Stella le connaît cependant suffisamment pour affirmer qu'il est aussi fébrile qu'elle à l'idée de se retrouver de nouveau dans les airs. Il ne le dira pas de vive voix, bien sûr, il a toujours cette drôle de réserve idiote qui l'empêche de s'épancher, mais l'étincelle qui brille dans ses yeux exprime tout.

« Arrête un peu de marcher comme ça, tu veux ? Tu me donnes le tournis. »

Elle hausse un sourcil, mais continue encore un moment pour l'embêter, puis s'arrête devant lui, le regardant d'en haut ; quand il est assis, elle peut se le permettre, au moins, même si leur différence de taille n'est pas si importante.

En lui jetant un nouveau regard, elle s'aperçoit, assez surprise, qu'il a un sourire au bout des lèvres ; fait assez rare, ces derniers temps, pour être souligné.

« Bon, je te l'accorde, finit-il par soupirer en se grattant la nuque du bout des doigts. J'ai hâte de voler, moi aussi, même si on risque notre peau là-haut... »

Triomphante, Stella croise les bras sur sa poitrine, et ses lèvres roses s'étirent en un très large sourire, découvrant ses dents étincelantes.
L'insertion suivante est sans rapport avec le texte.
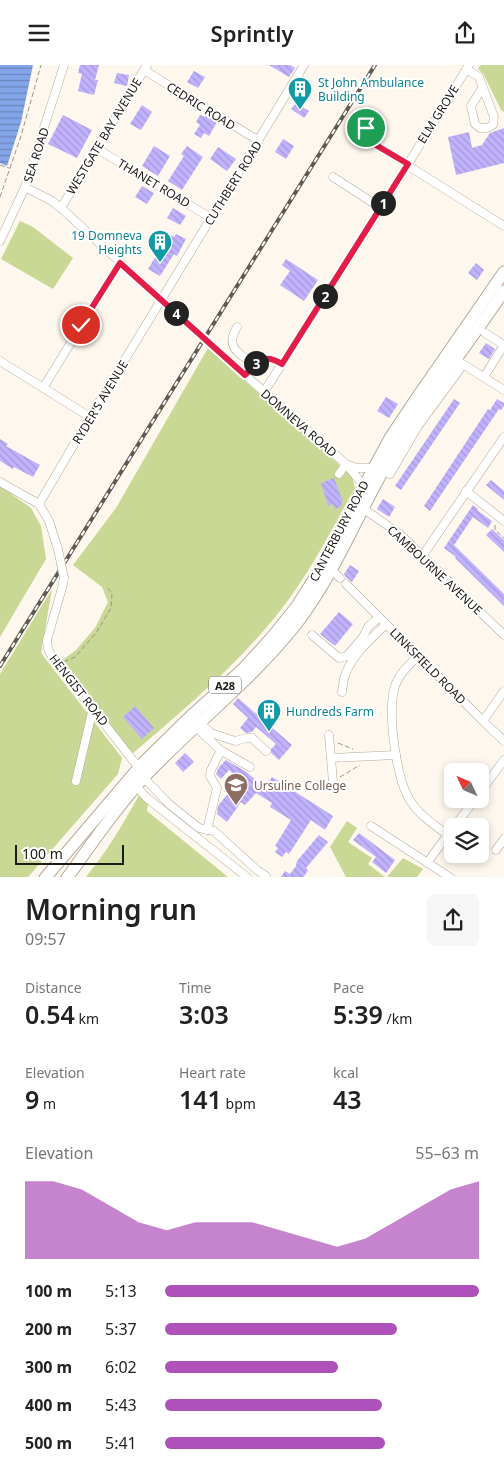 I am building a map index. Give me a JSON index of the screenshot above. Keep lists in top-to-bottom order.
{
  "streets": {
    "highway": ["CANTERBURY ROAD", "A28"],
    "street": [
      "CEDRIC ROAD",
      "ELM GROVE",
      "WESTGATE BAY AVENUE",
      "SEA ROAD",
      "THANET ROAD",
      "CUTHBERT ROAD",
      "RYDER'S AVENUE",
      "DOMNEVA ROAD",
      "CAMBOURNE AVENUE",
      "LINKSFIELD ROAD",
      "HENGIST ROAD"
    ]
  },
  "crossings": [
    ["CEDRIC ROAD", "WESTGATE BAY AVENUE"],
    ["CEDRIC ROAD", "CUTHBERT ROAD"],
    ["ELM GROVE", "DOMNEVA ROAD"],
    ["WESTGATE BAY AVENUE", "THANET ROAD"],
    ["WESTGATE BAY AVENUE", "DOMNEVA ROAD"],
    ["SEA ROAD", "DOMNEVA ROAD"],
    ["THANET ROAD", "CUTHBERT ROAD"],
    ["CUTHBERT ROAD", "RYDER'S AVENUE"],
    ["CUTHBERT ROAD", "DOMNEVA ROAD"],
    ["RYDER'S AVENUE", "DOMNEVA ROAD"],
    ["RYDER'S AVENUE", "HENGIST ROAD"],
    ["DOMNEVA ROAD", "CANTERBURY ROAD"],
    ["CANTERBURY ROAD", "CAMBOURNE AVENUE"],
    ["CANTERBURY ROAD", "LINKSFIELD ROAD"],
    ["CANTERBURY ROAD", "HENGIST ROAD"]
  ],
  "places": {
    "building": ["St John Ambulance Building", "19 Domneva Heights", "Hundreds Farm"],
    "school or university": ["Ursuline College"]
  },
  "scale_bar": "100 m",
  "north": "top left",
  "page": {
    "header": "Sprintly",
    "pins": [
      "1",
      "2",
      "4",
      "3"
    ],
    "scale": "100 m",
    "heading": ["Morning run", "09:57"],
    "stats": [
      ["Distance", "0.54 km"],
      ["Time", "3:03"],
      ["Pace", "5:39 /km"],
      ["Elevation", "9 m"],
      ["Heart rate", "141 bpm"],
      ["kcal", "43"]
    ],
    "chart": ["Elevation", "55–63 m"],
    "list": [
      {
        "name": "100 m",
        "note": "5:13"
      },
      {
        "name": "200 m",
        "note": "5:37"
      },
      {
        "name": "300 m",
        "note": "6:02"
      },
      {
        "name": "400 m",
        "note": "5:43"
      },
      {
        "name": "500 m",
        "note": "5:41"
      }
    ]
  }
}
Les quelques mèches qui s'échappent de sa queue de cheval lui donnent presque un air enfantin, couplées à cet air espiègle.

« Ah, tu vois ! L'appel du ciel c'est toujours grisant. Ici en bas... Ma foi, c'est tout triste et ennuyeux, on n'a pas le danger aux trousses... Et la sensation unique du vent contre le visage...
— Sois gentille et évite de te perdre dans un de tes éloges interminables, on a pas trop le temps, là !
— Hé ! Qu'est-ce que tu veux, c'est pas ma faute si le monde m'a fait humaine et pas oiseau ! »

Son camarade lève les yeux au ciel, sans pour autant perdre son sourire en coin ; décidément, elle est toujours fidèle à elle-même. Un peu trop, parfois. Sa plus grande crainte, c'est qu'elle se laisse aller en plein vol et qu'elle ne se concentre plus sur l'ennemi. Ça leur serait fatal à tous les deux.

Avant qu'il ait le temps de lui servir une remarque bien sentie, un bruit de cavalcade se fait entendre, et bientôt un groupe de jeunes gens en uniforme de l'armée terrestre se présente aux portes de l'entrepôt.

La raison de leur visite ne fait aucun doute, pour chacun des aviateurs présents.

« Les navires kantonais se déplacent ! Tous à vos postes, et traînez pas ! »

L'ersatz de calme ayant succédé à l'arrivée de la garnison se disloque d'un seul coup, et tout le monde s'agite en tous sens avec le plus d'efficacité possible.

Stella ajuste ses lunettes de protection, et son sourire s'élargit encore, faisant ressortir ses pommettes hautes.

« Ils en ont mis du temps, ces idiots ! On va voir ce qu'ils ont dans le bide ! »

Elle gratifie son partenaire d'une claque dans le dos, et se hisse à bord de l'appareil à coque blanche, prête à en faire voir de toutes les couleurs au camp d'en face.

« Au moins, y en a qui trouvent moyen de s'amuser... » songe Clyde avec amertume.